### Your objective
Repeat precisely the span of lines below that opens with the line containing "Map reading. Dump" and closes with the line containing "Task: Transcribe the", both included.

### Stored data

────────────────────

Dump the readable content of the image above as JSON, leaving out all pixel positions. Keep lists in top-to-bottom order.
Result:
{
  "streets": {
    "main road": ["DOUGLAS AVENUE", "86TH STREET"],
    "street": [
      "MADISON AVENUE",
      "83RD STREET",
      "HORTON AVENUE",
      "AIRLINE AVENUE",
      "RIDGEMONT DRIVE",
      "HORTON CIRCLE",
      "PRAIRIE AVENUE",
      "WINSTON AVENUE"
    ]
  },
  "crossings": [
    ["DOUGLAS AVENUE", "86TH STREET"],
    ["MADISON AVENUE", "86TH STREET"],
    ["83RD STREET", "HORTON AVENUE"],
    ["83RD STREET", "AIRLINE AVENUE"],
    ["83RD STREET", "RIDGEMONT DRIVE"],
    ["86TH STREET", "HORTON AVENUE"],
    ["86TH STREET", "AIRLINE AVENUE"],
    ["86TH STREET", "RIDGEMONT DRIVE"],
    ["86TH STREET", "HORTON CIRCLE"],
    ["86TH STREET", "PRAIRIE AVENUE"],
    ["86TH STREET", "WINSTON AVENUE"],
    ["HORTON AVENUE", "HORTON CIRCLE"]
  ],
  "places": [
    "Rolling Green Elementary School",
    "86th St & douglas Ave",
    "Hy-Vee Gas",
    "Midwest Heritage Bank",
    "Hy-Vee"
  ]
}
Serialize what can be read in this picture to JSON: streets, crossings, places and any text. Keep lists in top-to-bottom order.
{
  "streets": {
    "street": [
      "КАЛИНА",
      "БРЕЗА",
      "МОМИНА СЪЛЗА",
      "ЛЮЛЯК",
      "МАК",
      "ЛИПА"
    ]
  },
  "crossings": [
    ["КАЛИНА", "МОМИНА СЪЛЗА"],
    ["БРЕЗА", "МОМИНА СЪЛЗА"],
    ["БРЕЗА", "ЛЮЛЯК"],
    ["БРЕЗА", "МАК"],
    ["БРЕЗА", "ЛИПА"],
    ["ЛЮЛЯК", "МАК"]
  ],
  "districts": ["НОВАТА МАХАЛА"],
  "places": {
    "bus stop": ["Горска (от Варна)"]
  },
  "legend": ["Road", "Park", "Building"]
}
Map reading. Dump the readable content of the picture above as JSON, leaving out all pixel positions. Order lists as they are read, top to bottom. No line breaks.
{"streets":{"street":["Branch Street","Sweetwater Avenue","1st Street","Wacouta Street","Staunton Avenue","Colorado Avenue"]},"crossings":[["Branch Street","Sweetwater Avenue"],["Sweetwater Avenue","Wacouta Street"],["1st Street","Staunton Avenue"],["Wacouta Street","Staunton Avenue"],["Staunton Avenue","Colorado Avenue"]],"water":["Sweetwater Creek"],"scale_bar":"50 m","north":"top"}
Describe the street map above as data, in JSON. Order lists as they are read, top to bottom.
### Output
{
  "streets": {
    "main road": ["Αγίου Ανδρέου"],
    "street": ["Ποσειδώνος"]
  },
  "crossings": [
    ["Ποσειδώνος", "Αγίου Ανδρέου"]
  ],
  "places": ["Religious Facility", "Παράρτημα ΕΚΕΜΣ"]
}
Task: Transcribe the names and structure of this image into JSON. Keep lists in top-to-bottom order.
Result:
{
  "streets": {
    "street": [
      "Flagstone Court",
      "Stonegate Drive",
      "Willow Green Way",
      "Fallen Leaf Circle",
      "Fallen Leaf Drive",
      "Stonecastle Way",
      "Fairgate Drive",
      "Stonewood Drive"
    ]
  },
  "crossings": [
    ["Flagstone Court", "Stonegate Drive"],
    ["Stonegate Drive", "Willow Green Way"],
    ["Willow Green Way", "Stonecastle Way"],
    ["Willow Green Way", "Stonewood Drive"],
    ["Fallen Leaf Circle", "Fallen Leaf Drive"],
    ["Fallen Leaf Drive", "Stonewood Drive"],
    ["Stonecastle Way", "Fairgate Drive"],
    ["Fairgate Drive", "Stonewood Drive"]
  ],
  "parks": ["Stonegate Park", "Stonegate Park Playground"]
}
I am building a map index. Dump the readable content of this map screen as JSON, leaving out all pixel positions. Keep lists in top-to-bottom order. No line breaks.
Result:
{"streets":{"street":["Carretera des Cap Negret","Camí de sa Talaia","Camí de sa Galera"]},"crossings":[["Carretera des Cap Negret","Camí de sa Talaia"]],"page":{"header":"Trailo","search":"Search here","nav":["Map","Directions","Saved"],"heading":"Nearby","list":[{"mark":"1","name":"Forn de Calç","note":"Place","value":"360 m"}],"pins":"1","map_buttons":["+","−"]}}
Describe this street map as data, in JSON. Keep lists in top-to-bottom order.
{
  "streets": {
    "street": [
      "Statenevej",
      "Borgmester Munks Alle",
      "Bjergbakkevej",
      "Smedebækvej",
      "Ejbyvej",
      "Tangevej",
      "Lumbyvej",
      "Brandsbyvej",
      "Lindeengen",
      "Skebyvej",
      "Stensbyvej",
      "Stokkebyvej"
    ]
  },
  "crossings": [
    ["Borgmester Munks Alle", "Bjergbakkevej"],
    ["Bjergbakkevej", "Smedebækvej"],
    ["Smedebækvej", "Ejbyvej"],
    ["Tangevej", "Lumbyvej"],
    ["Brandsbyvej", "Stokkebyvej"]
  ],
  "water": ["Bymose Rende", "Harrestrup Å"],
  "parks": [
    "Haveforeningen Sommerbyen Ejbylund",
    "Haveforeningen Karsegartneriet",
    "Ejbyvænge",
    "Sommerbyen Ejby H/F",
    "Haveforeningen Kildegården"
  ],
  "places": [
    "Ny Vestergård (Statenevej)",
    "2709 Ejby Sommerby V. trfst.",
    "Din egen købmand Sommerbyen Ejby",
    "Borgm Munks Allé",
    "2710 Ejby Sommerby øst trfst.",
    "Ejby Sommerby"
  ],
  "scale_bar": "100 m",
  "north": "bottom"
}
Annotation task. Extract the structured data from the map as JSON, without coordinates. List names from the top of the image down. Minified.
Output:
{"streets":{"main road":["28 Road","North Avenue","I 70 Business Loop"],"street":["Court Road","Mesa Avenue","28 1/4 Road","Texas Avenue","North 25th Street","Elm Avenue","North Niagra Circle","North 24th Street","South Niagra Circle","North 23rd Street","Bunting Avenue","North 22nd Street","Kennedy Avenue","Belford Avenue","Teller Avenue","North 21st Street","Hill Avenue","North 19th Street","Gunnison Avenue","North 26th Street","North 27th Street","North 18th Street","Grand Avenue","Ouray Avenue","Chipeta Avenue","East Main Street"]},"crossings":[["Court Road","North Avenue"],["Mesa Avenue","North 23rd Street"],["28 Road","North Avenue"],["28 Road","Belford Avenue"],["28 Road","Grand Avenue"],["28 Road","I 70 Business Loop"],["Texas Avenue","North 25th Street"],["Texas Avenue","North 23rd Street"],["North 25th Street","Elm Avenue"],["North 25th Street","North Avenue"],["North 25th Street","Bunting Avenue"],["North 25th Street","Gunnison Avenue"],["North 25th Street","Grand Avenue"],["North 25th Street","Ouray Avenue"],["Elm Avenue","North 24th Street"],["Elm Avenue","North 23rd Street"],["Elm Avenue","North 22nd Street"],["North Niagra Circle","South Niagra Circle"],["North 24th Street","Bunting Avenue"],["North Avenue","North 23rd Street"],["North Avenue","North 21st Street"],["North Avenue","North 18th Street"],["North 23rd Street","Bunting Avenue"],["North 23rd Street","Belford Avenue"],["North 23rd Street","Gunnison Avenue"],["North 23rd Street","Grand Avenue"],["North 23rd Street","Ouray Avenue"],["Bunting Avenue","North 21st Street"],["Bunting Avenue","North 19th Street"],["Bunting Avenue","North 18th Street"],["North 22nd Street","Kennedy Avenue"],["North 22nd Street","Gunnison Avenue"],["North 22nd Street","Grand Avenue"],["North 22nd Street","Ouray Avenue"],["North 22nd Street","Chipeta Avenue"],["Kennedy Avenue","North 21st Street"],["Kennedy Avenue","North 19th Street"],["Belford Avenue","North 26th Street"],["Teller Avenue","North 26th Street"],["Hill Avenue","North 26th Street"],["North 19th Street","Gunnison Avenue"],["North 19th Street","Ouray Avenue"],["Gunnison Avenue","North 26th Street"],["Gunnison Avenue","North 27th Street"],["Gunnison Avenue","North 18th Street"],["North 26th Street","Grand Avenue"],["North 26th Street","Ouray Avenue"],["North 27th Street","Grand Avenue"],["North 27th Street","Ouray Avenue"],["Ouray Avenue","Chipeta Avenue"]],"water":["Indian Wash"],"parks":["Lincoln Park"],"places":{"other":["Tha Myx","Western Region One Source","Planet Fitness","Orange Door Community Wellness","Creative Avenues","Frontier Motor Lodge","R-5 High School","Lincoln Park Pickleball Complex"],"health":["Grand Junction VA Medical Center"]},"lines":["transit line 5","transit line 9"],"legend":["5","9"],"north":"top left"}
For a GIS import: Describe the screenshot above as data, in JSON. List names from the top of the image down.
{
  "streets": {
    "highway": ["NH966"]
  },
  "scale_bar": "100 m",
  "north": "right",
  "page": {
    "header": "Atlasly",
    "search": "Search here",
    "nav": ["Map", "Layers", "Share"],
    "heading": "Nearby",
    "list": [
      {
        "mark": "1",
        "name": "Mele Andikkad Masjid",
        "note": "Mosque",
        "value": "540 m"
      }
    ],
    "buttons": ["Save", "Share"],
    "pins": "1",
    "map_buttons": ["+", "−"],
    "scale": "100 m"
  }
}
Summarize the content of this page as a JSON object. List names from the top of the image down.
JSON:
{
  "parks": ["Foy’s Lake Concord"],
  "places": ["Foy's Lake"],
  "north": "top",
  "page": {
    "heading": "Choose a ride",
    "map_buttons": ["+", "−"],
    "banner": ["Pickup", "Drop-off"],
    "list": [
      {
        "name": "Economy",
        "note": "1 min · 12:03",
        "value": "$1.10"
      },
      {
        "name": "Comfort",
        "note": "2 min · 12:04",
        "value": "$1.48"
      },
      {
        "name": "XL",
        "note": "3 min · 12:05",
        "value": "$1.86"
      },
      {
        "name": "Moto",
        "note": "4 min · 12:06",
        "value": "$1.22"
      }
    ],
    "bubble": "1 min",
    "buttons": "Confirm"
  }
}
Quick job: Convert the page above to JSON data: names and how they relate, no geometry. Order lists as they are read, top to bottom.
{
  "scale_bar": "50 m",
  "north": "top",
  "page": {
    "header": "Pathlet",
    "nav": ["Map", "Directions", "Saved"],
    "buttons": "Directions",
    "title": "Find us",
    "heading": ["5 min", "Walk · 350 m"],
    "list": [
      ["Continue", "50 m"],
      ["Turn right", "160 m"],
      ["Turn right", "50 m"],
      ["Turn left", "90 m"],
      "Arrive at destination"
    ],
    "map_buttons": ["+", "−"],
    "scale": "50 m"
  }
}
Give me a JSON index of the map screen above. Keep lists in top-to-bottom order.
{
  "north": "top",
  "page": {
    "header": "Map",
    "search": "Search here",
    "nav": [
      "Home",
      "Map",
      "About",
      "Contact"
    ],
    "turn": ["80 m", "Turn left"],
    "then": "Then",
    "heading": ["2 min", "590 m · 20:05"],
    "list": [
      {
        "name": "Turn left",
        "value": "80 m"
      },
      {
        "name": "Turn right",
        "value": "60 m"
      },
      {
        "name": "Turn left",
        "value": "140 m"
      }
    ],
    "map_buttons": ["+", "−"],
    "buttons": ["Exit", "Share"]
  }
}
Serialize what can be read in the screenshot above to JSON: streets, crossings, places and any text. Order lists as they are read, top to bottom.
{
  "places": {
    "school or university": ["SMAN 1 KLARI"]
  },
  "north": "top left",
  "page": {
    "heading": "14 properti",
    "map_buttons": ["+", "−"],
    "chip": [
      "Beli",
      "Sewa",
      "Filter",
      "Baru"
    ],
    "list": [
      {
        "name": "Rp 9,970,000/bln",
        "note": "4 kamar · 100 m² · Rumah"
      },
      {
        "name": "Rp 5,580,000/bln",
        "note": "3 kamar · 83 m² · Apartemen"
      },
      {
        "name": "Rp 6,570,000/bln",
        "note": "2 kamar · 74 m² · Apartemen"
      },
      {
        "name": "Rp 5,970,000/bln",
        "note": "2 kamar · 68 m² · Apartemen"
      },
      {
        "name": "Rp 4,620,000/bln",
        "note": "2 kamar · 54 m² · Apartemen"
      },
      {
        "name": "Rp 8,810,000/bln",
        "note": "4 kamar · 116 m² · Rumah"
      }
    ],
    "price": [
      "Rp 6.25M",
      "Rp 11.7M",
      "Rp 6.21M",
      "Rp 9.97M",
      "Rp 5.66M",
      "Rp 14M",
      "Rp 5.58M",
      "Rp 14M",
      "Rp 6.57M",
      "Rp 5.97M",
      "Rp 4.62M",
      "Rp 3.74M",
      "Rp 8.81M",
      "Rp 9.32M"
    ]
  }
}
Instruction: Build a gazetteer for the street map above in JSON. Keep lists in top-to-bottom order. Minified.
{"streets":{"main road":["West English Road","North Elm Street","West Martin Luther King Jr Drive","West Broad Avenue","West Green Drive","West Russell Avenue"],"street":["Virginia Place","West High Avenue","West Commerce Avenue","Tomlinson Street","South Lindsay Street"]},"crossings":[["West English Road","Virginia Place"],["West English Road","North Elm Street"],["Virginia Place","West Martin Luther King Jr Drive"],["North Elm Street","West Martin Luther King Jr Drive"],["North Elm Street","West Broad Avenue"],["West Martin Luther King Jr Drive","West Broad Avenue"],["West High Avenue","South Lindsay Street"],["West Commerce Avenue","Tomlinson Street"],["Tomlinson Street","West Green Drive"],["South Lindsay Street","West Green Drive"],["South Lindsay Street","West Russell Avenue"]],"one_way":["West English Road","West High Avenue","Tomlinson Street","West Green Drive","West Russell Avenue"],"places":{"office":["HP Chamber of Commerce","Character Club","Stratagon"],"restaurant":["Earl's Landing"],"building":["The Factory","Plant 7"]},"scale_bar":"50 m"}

────────────────────

### Solution below
Map reading. Dump the readable content of the picture above as JSON, leaving out all pixel positions. Order lists as they are read, top to bottom. No line breaks.
{"streets":{"street":["Branch Street","Sweetwater Avenue","1st Street","Wacouta Street","Staunton Avenue","Colorado Avenue"]},"crossings":[["Branch Street","Sweetwater Avenue"],["Sweetwater Avenue","Wacouta Street"],["1st Street","Staunton Avenue"],["Wacouta Street","Staunton Avenue"],["Staunton Avenue","Colorado Avenue"]],"water":["Sweetwater Creek"],"scale_bar":"50 m","north":"top"}
Describe the street map above as data, in JSON. Order lists as they are read, top to bottom.
### Output
{
  "streets": {
    "main road": ["Αγίου Ανδρέου"],
    "street": ["Ποσειδώνος"]
  },
  "crossings": [
    ["Ποσειδώνος", "Αγίου Ανδρέου"]
  ],
  "places": ["Religious Facility", "Παράρτημα ΕΚΕΜΣ"]
}
Task: Transcribe the names and structure of this image into JSON. Keep lists in top-to-bottom order.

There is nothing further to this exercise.